Restate all entries exactly. Skip the images.

- [PROVIDED ENTRIES]:
◇ ◇ ◇ ◇ ◇

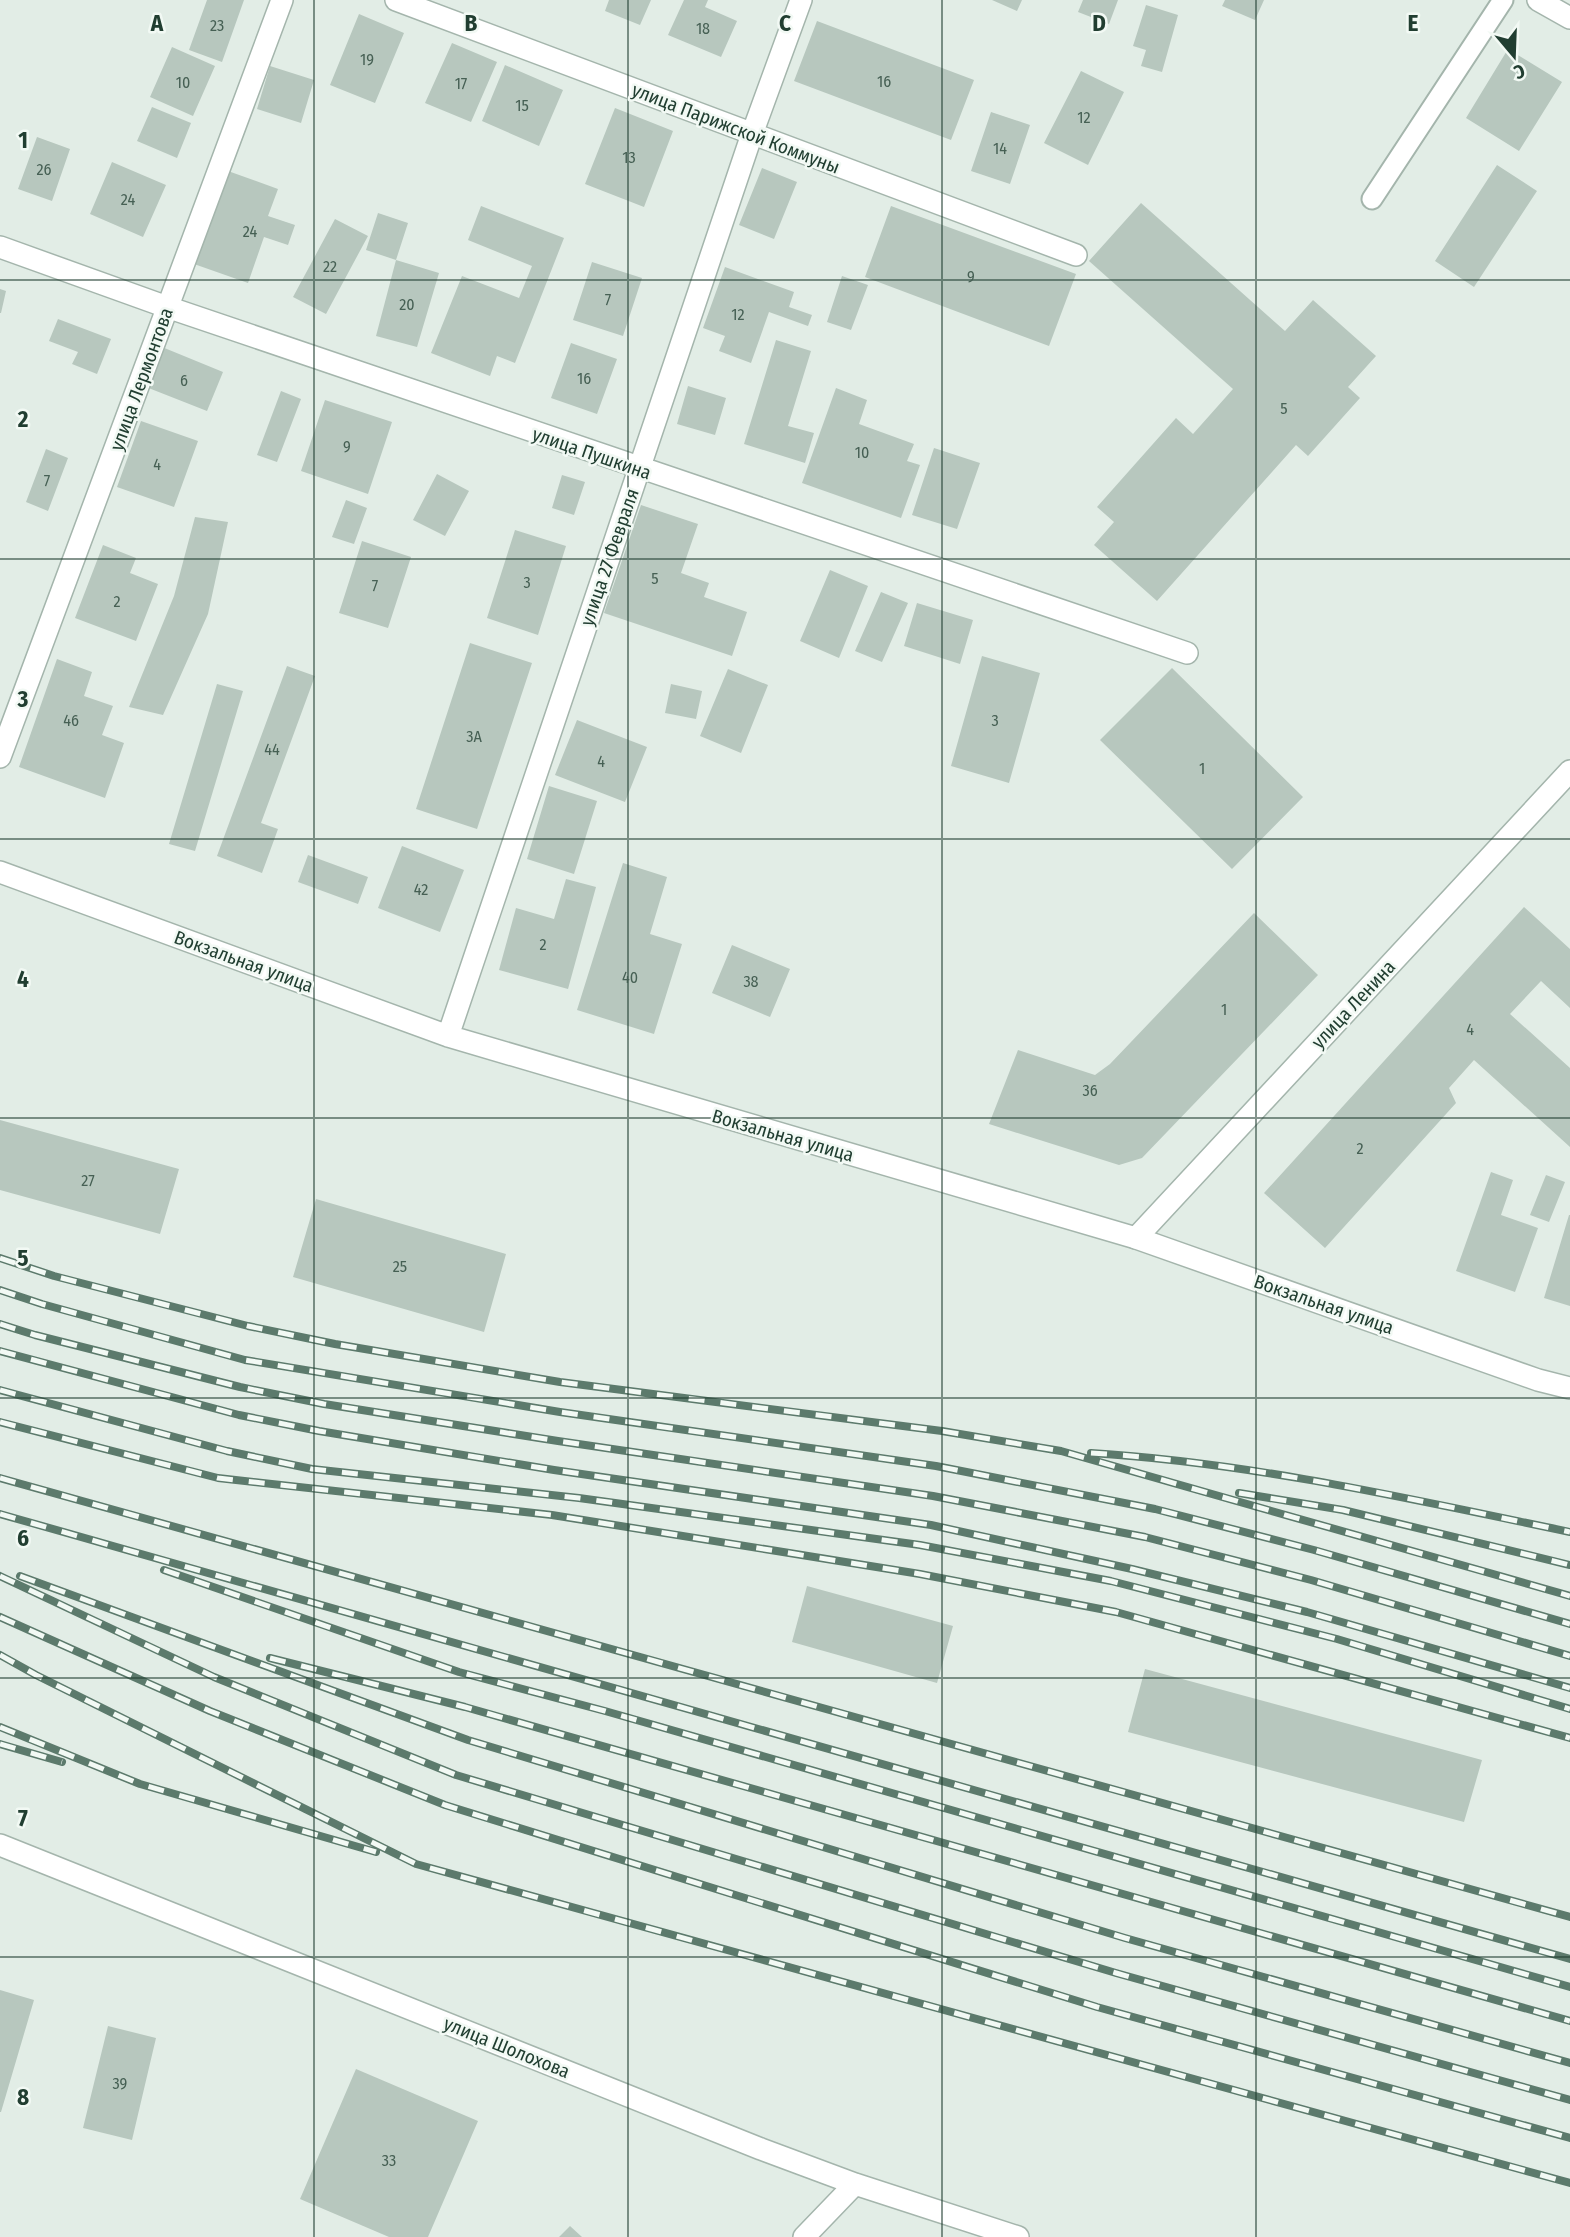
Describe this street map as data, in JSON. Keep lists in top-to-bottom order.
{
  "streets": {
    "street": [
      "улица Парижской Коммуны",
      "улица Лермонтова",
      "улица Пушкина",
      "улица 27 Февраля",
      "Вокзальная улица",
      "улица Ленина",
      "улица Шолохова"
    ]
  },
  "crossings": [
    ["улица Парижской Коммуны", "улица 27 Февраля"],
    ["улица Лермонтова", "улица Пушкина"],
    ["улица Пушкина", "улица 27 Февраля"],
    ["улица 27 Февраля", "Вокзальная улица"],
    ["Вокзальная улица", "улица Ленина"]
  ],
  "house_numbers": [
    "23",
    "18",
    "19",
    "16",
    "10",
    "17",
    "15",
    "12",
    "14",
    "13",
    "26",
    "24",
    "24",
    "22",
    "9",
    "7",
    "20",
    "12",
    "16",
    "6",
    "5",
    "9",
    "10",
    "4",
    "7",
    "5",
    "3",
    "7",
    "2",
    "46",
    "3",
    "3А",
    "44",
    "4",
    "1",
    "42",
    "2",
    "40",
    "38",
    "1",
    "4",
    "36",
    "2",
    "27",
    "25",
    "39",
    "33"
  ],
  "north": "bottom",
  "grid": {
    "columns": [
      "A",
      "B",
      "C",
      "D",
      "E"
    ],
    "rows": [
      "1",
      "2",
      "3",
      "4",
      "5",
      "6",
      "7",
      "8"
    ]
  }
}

◇ ◇ ◇ ◇ ◇

- [WRITTEN ANSWER]:
Describe this street map as data, in JSON. Keep lists in top-to-bottom order.
{
  "streets": {
    "street": [
      "улица Парижской Коммуны",
      "улица Лермонтова",
      "улица Пушкина",
      "улица 27 Февраля",
      "Вокзальная улица",
      "улица Ленина",
      "улица Шолохова"
    ]
  },
  "crossings": [
    ["улица Парижской Коммуны", "улица 27 Февраля"],
    ["улица Лермонтова", "улица Пушкина"],
    ["улица Пушкина", "улица 27 Февраля"],
    ["улица 27 Февраля", "Вокзальная улица"],
    ["Вокзальная улица", "улица Ленина"]
  ],
  "house_numbers": [
    "23",
    "18",
    "19",
    "16",
    "10",
    "17",
    "15",
    "12",
    "14",
    "13",
    "26",
    "24",
    "24",
    "22",
    "9",
    "7",
    "20",
    "12",
    "16",
    "6",
    "5",
    "9",
    "10",
    "4",
    "7",
    "5",
    "3",
    "7",
    "2",
    "46",
    "3",
    "3А",
    "44",
    "4",
    "1",
    "42",
    "2",
    "40",
    "38",
    "1",
    "4",
    "36",
    "2",
    "27",
    "25",
    "39",
    "33"
  ],
  "north": "bottom",
  "grid": {
    "columns": [
      "A",
      "B",
      "C",
      "D",
      "E"
    ],
    "rows": [
      "1",
      "2",
      "3",
      "4",
      "5",
      "6",
      "7",
      "8"
    ]
  }
}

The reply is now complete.